Susan White






Pyrographs are drawings made by burning.  This means of mark making results from the process of scorching, branding, or burning a mark on paper. The burning process is apparent in the mark, transforming the pristine paper into a charred surface, reflecting traces of pressure and time. There is a degree of control, and lack of control, that interests me. I work by an open window and the mark responds considerably to the wind and humidity, as well as the cycling on and off of the burning tool.

I am compelled by the investigation of structure…the single blade that is the building block for the monumental hay bale, the cell that generates energy to propel the organism, and the fine steel infrastructure on which enormous walls are hung and around which bodies of concrete and glass are erected.

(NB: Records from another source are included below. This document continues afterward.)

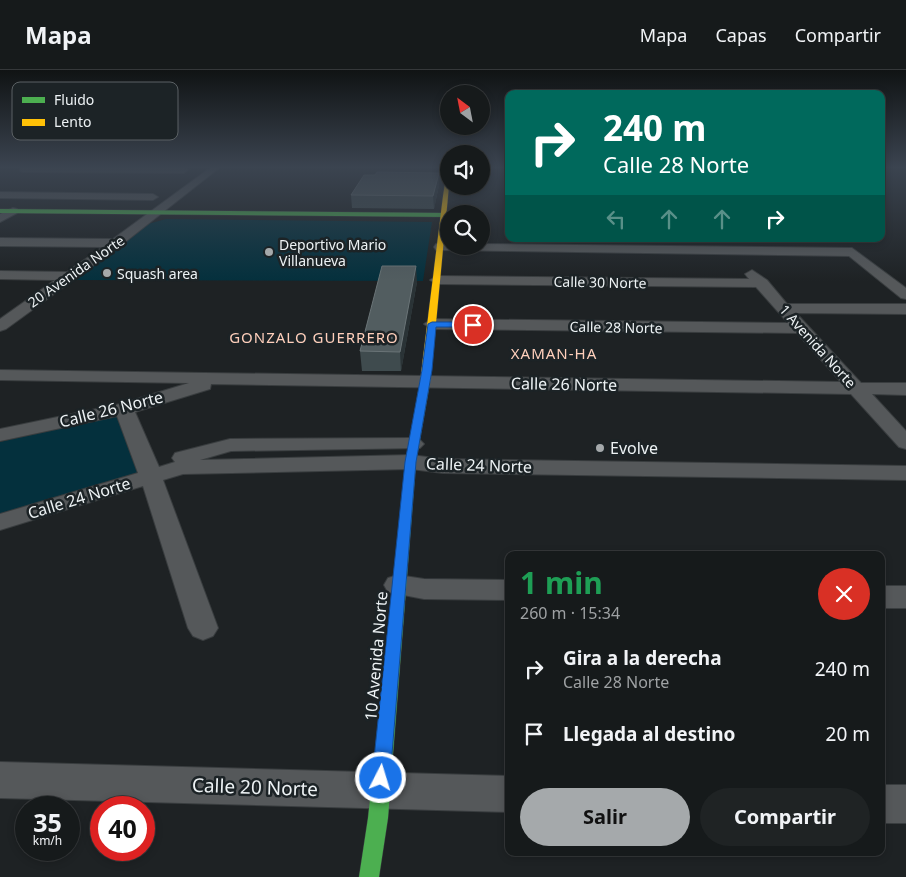 <!DOCTYPE html>
<html lang="es">
<head>
<meta charset="utf-8">
<style>
  body { margin:0; font-family:"Noto Sans",sans-serif; background:#1f2324; color:#f1f3f6; height:100vh; display:flex; flex-direction:column; font-size:19px; white-space:nowrap }
  * { box-sizing:border-box; margin:0 }
  p { font-size:16px; color:#9ea1a3 }
  .icon { flex:none; width:28px; height:28px; fill:none; stroke:currentColor; stroke-width:2; stroke-linecap:round; stroke-linejoin:round }
  .map { position:relative; flex:1; overflow:hidden }
  .panel { position:absolute; left:505px; top:481px; width:380px; height:305px; display:flex; flex-direction:column; background:#161a1b; border-radius:10px; box-shadow:0 2px 8px #0003,0 0 0 1px #35383a }
  .panel>* { flex:none }
  .top-card { position:absolute; left:505px; top:20px; width:380px; height:152px; border-radius:10px; box-shadow:0 2px 8px #0003,0 0 0 1px #35383a; background:#00695c; color:#fff; overflow:hidden }
  .needle { width:32px; rotate:328deg }
  .buttons { position:absolute; left:440px; top:15px; display:grid; gap:10px }
  .buttons a { display:grid; place-items:center; width:50px; height:50px; border-radius:50%; background:#161a1b; box-shadow:0 2px 8px #0003,0 0 0 1px #35383a; font-size:25px }
  .speed { position:absolute; left:15px; top:726px; display:flex; gap:10px; font-size:25px; font-weight:700; text-align:center }
  .speed>* { display:grid; place-content:center; width:65px; height:65px; border-radius:50%; background:#161a1b; box-shadow:0 2px 8px #0003,0 0 0 1px #35383a; line-height:1 }
  .speed small { font-size:12px; font-weight:400 }
  .speed .limit { border:8px solid #d22; background:#fff; color:#111 }
  .pin { position:absolute; display:grid; place-items:center; width:42px; height:42px; color:#fff; margin:-21px; border:2px solid #fff; border-radius:50%; box-shadow:0 1px 5px #0007 }
  .me { position:absolute; width:55px; margin:-28px; rotate:5deg; stroke-linejoin:round; filter:drop-shadow(0 0 4px #0008) }
  .turn { display:flex; align-items:center; gap:18px; height:105px; padding:0 15px; font-size:22px }
  .turn .icon { width:65px; height:65px; stroke-width:2.5 }
  .turn b { display:block; font-size:35px; line-height:42px }
  .lanes { display:flex; align-items:center; height:48px; padding:0 15px; background:#0003; justify-content:center; gap:25px; direction:ltr }
  .lanes .off { opacity:.35 }
  .round { display:grid; place-items:center; flex:none; width:52px; height:52px; border-radius:26px; background:#1f2324 }
  .summary { display:flex; align-items:center; justify-content:space-between; height:85px; padding:0 15px }
  h1 { font-size:30px; font-weight:700; line-height:38px; color:#1e9e55 }
  .cta { display:flex; gap:10px; margin-top:auto; padding:10px 15px }
  .cta a { flex:1; height:58px; border-radius:30px; background:#a5a9ab; color:#111; font-size:20px; font-weight:700; line-height:58px; text-align:center }
  .cta a+a { background:#1f2324; color:#f1f3f6 }
  ul { padding:0; list-style:none }
  li { display:flex; align-items:center; gap:15px; height:65px; padding:0 15px }
  li div { flex:1 }
  li b { display:block; font-size:19px }
  li em { font-style:normal }
  header { display:flex; align-items:center; gap:30px; box-sizing:border-box; height:70px; padding:0 25px; background:#161a1b; border-bottom:1px solid #35383a }
  header strong { font-size:24px }
  nav { display:flex; gap:28px; margin-inline-start:auto; font-size:18px }
  .map>svg:first-child { display:block }
  .green { fill:#04303d }
  .lines { fill:none; stroke-linecap:round; stroke-linejoin:round }
  .street-casing { stroke:#393d3f; stroke-width:2 }
  .fast-casing { stroke:#393d3f; stroke-width:1 }
  .slow-casing { stroke:#393d3f; stroke-width:1 }
  .street { fill:#55585a; fill-rule:evenodd }
  .fast { fill:#4caf50; fill-rule:evenodd }
  .slow { fill:#ffc107; fill-rule:evenodd }
  .wall { fill:#3f4b4e }
  .shaded-wall { fill:#2a3336 }
  .building { fill:#525d60; stroke:#6a7477 }
  .route { fill:#1a73e8; stroke:#114b97 }
  .poi-dot { fill:#a5a9ab; stroke:#1c2326; stroke-width:2 }
  .labels { text-anchor:middle; dominant-baseline:central; stroke-width:5; stroke-linejoin:round; paint-order:stroke }
  .far-poi-label { font-size:14px; fill:#edf2f4; stroke:#1c2326; text-anchor:start }
  .far-street-label { font-size:14px; fill:#edf2f4; stroke:#1c2326 }
  .far-neighbourhood-label { font-size:15px; letter-spacing:1px; fill:#fecfbb; stroke:#1c2326 }
  .street-label { font-size:16px; fill:#edf2f4; stroke:#1c2326 }
  .poi-label { font-size:16px; fill:#edf2f4; stroke:#1c2326; text-anchor:start }
  .near-street-label { font-size:19px; fill:#edf2f4; stroke:#1c2326 }
  .key { fill:#1c2326; stroke:#5b6164; stroke-width:1 }
  .key-label { font-size:14px; fill:#edf2f4 }
</style>
</head>
<body>
<header>
<strong>Mapa</strong>
<nav><a>Mapa</a><a>Capas</a><a>Compartir</a></nav>
</header>
<div class="map">
<svg width="906" height="807" viewBox="0 0 906 807">
  <rect width="100%" height="100%" fill="#1e2224"/>
  <!-- green -->
  <g class="green">
    <polygon points="166,149 432,152 423,211 73,210 148,154"/>
    <polygon points="119,343 141,404 0,444 0,372"/>
  </g>
  <g class="lines">
    <!-- street casing -->
    <g class="street-casing">
      <g id="street">
        <polygon points="20,98 185,98 188,100 184,103 23,102 20,101"/>
        <polygon points="210,98 219,98 120,176 6,259 0,261 0,249 55,210 0,209 0,201 67,202 103,177 0,176 0,168 113,169"/>
        <polygon points="0,122 153,124 158,127 153,130 0,128"/>
        <polygon points="13,138 17,139 17,143 0,152 0,144"/>
        <polygon points="440,173 449,173 449,176 481,176 481,174 852,178 906,218 906,229 901,228 849,186 436,180 434,177 436,174"/>
        <polygon points="752,200 767,210 787,234 906,234 906,244 796,243 861,313 906,313 906,325 872,324 906,361 906,379 899,377 851,324 211,314 210,319 135,342 159,397 175,392 172,388 175,383 230,369 413,368 420,370 424,374 420,378 231,381 200,390 411,385 443,389 906,396 906,410 443,403 411,399 183,404 163,410 218,558 213,566 203,570 193,566 188,558 143,416 0,460 0,444 138,403 117,346 0,371 0,359 120,334 189,313 0,310 0,300 841,312 797,263 432,259 424,254 432,249 788,253 756,217 437,214 430,210 437,206 749,209 745,204"/>
        <polygon points="398,505 424,509 509,510 509,530 424,529 388,522 384,515 388,508"/>
        <rect x="881" y="516" width="25" height="22"/>
        <polygon points="0,692 509,706 509,742 0,728"/>
        <rect x="881" y="715" width="25" height="38"/>
      </g>
    </g>
    <!-- fast casing -->
    <g class="fast-casing">
      <g id="fast">
        <polygon points="0,139 449,143 450,144 449,144 449,147 0,143"/>
        <polygon points="425,309 430,312 416,392 388,748 379,807 359,807 368,748 406,392 420,312"/>
      </g>
    </g>
    <!-- slow casing -->
    <g class="slow-casing">
      <polygon id="slow" points="449,99 449,116 433,285 430,312 425,315 420,312 443,126 447,100"/>
    </g>
    <!-- street -->
    <use href="#street" class="street"/>
    <!-- fast -->
    <use href="#fast" class="fast"/>
    <!-- slow -->
    <use href="#slow" class="slow"/>
  </g>
  <!-- wall -->
  <g class="wall">
    <polygon points="439,115 434,139 352,138 351,125"/>
    <polygon points="417,212 401,301 362,301 360,281"/>
  </g>
  <!-- shaded-wall -->
  <g class="shaded-wall">
    <polygon points="439,103 439,115 434,139 433,126"/>
    <polygon points="416,196 417,212 401,301 400,282"/>
  </g>
  <!-- building -->
  <g class="building">
    <polygon points="377,102 439,103 433,126 351,125 364,105 375,105"/>
    <polygon points="382,196 416,196 400,282 360,281"/>
  </g>
  <!-- sky -->
  <linearGradient id="sky" x2="0" y2="1"><stop stop-color="#101314"/><stop offset="0.46" stop-color="#3b4450"/><stop offset="1" stop-color="#3b4450" stop-opacity="0"/></linearGradient>
  <rect width="906" height="211" fill="url(#sky)"/>
  <!-- route -->
  <polygon class="route" points="432,252 473,252 477,255 473,257 436,257 432,300 416,392 390,708 388,714 381,717 375,714 372,708 405,392 422,300 428,254"/>
  <!-- markers -->
  <g class="poi-dot">
    <circle cx="269" cy="182" r="5"/>
    <circle cx="107" cy="203" r="5"/>
    <circle cx="600" cy="378" r="5"/>
  </g>
  <g class="labels">
    <!-- far-poi labels -->
    <g class="far-poi-label">
      <text x="279" y="174">Deportivo Mario<tspan x="279" dy="16">Villanueva</tspan></text>
      <text x="117" y="203">Squash area</text>
    </g>
    <!-- far-street labels -->
    <g class="far-street-label">
      <text transform="translate(76 201) rotate(-35)">20 Avenida Norte</text>
      <text transform="translate(600 212) rotate(1)">Calle 30 Norte</text>
      <text transform="translate(616 257) rotate(1)">Calle 28 Norte</text>
      <text transform="translate(818 276) rotate(48)">1 Avenida Norte</text>
    </g>
    <!-- far-neighbourhood labels -->
    <g class="far-neighbourhood-label">
      <text x="314" y="267">GONZALO GUERRERO</text>
      <text x="554" y="283">XAMAN-HA</text>
    </g>
    <!-- street labels -->
    <g class="street-label">
      <text transform="translate(564 314) rotate(1)">Calle 26 Norte</text>
      <text transform="translate(111 339) rotate(-14)">Calle 26 Norte</text>
      <text transform="translate(479 395) rotate(2)">Calle 24 Norte</text>
      <text transform="translate(79 428) rotate(-17)">Calle 24 Norte</text>
      <text transform="translate(376 586) rotate(-85)">10 Avenida Norte</text>
    </g>
    <!-- poi labels -->
    <g class="poi-label">
      <text x="610" y="378">Evolve</text>
    </g>
    <!-- near-street labels -->
    <g class="near-street-label">
      <text transform="translate(255 717) rotate(2)">Calle 20 Norte</text>
    </g>
  </g>
  <!-- legend -->
  <rect x="12" y="12" width="166" height="58" rx="8" class="key"/>
  <rect x="22" y="27" width="23" height="6" fill="#4caf50"/>
  <rect x="22" y="49" width="23" height="7" fill="#ffc107"/>
  <g class="key-label">
    <text x="54" y="35">Fluido</text>
    <text x="54" y="57">Lento</text>
  </g>
</svg>
<div class="buttons">
<a><svg class="needle" viewBox="-14 -14 28 28"><path d="M0-13l5 13h-10z" fill="#e53935"/><path d="M0 13l5-13h-10z" fill="#9ea1a3"/></svg></a>
<a><svg class="icon" aria-label="sound" viewBox="0 0 24 24"><path d="M4 9h4l5-4v14l-5-4H4zM17 9q2 3 0 6"/></svg></a>
<a><svg class="icon" aria-label="search" viewBox="0 0 24 24"><circle cx="10" cy="10" r="6"/><path d="M15 15l6 6"/></svg></a>
</div>
<div class="speed"><div>35<small>km/h</small></div><div class="limit">40</div></div>
<div class="pin" style="left:473px;top:255px;background:#d93025"><svg class="icon" aria-label="arrive" viewBox="0 0 24 24"><path d="M6 21V4h12l-3 4 3 4H6"/></svg></div>
<svg class="me" style="left:381px;top:708px" viewBox="-20 -20 40 40"><circle r="17" fill="#1a73e8" stroke="#fff" stroke-width="3"/><path d="M0-11L8 9 0 5-8 9z" fill="#fff"/></svg>
<div class="top-card">
<div class="turn"><svg class="icon" aria-label="right" viewBox="0 0 24 24"><path d="M7 20v-9h11M14 6l5 5-5 5"/></svg><div><b>240 m</b>Calle 28 Norte</div></div>
<div class="lanes"><svg class="icon off" aria-label="left" viewBox="0 0 24 24"><path d="M17 20v-9H6M10 6l-5 5 5 5"/></svg><svg class="icon off" aria-label="ahead" viewBox="0 0 24 24"><path d="M12 20V5M6 11l6-6 6 6"/></svg><svg class="icon off" aria-label="ahead" viewBox="0 0 24 24"><path d="M12 20V5M6 11l6-6 6 6"/></svg><svg class="icon" aria-label="right" viewBox="0 0 24 24"><path d="M7 20v-9h11M14 6l5 5-5 5"/></svg></div>
</div>
<section class="panel">
<div class="summary"><div><h1>1 min</h1><p>260 m · 15:34</p></div><a class="round" style="background:#d93025;color:#fff"><svg class="icon" aria-label="close" viewBox="0 0 24 24"><path d="M6 6l12 12M18 6L6 18"/></svg></a></div>
<ul>
<li><svg class="icon" aria-label="right" viewBox="0 0 24 24"><path d="M7 20v-9h11M14 6l5 5-5 5"/></svg><div><b>Gira a la derecha</b><p>Calle 28 Norte</p></div><em>240 m</em></li>
<li><svg class="icon" aria-label="arrive" viewBox="0 0 24 24"><path d="M6 21V4h12l-3 4 3 4H6"/></svg><div><b>Llegada al destino</b></div><em>20 m</em></li>
</ul>
<div class="cta"><a>Salir</a><a>Compartir</a></div>
</section>
</div>
</body>
</html>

I have worked in reference to landscape and the body creating pyrographs /burn drawings that respond to the horizon line, the cellular structure of the body and the granular nature of the soil. Within these pyrographs lies the subliminal relationship between the body and the landscape; the agrarian practice of burning the fields to restore nitrogen to the soil; the seminal relationship between order and chaos and the constant navigation between the two.

In a series of self portraits I’m drawing further on the relationship between the environment and the body. I see relationships emerging between the infinite nature of digital information and the finite world, between the constant sense of making and remaking of oneself. There is something about the eternally shifting relationship between order and chaos and the struggle to reach a point of equilibrium.

In certain works  that are based on axonometric drawings of  the steel infrastructure of buildings, The Kauffman Center for the Performing Arts,(Moshe Safdie) and The Poetry of Good Bone Structure (The Bloch Building at the Nelson Atkins Museum/Steven Holl), I’m interested in revealing the structural bones that underlie the buildings themselves.  As the buildings take shape, the pyrograph becomes the artifact of the infrastructure that is buried in concrete, glass, or wood. I’m interested in the reciprocal relationship of the fragile, temporal quality of the burn mark that digs into the surface of the paper and the structural steel that rises up out of the surface of the land.

I’m interested in further mining the relationships between the landscape and the built environment / and the body and the mind.  These elements are deeply interwoven on a physical and psychological level, both intimately and in a universal sense.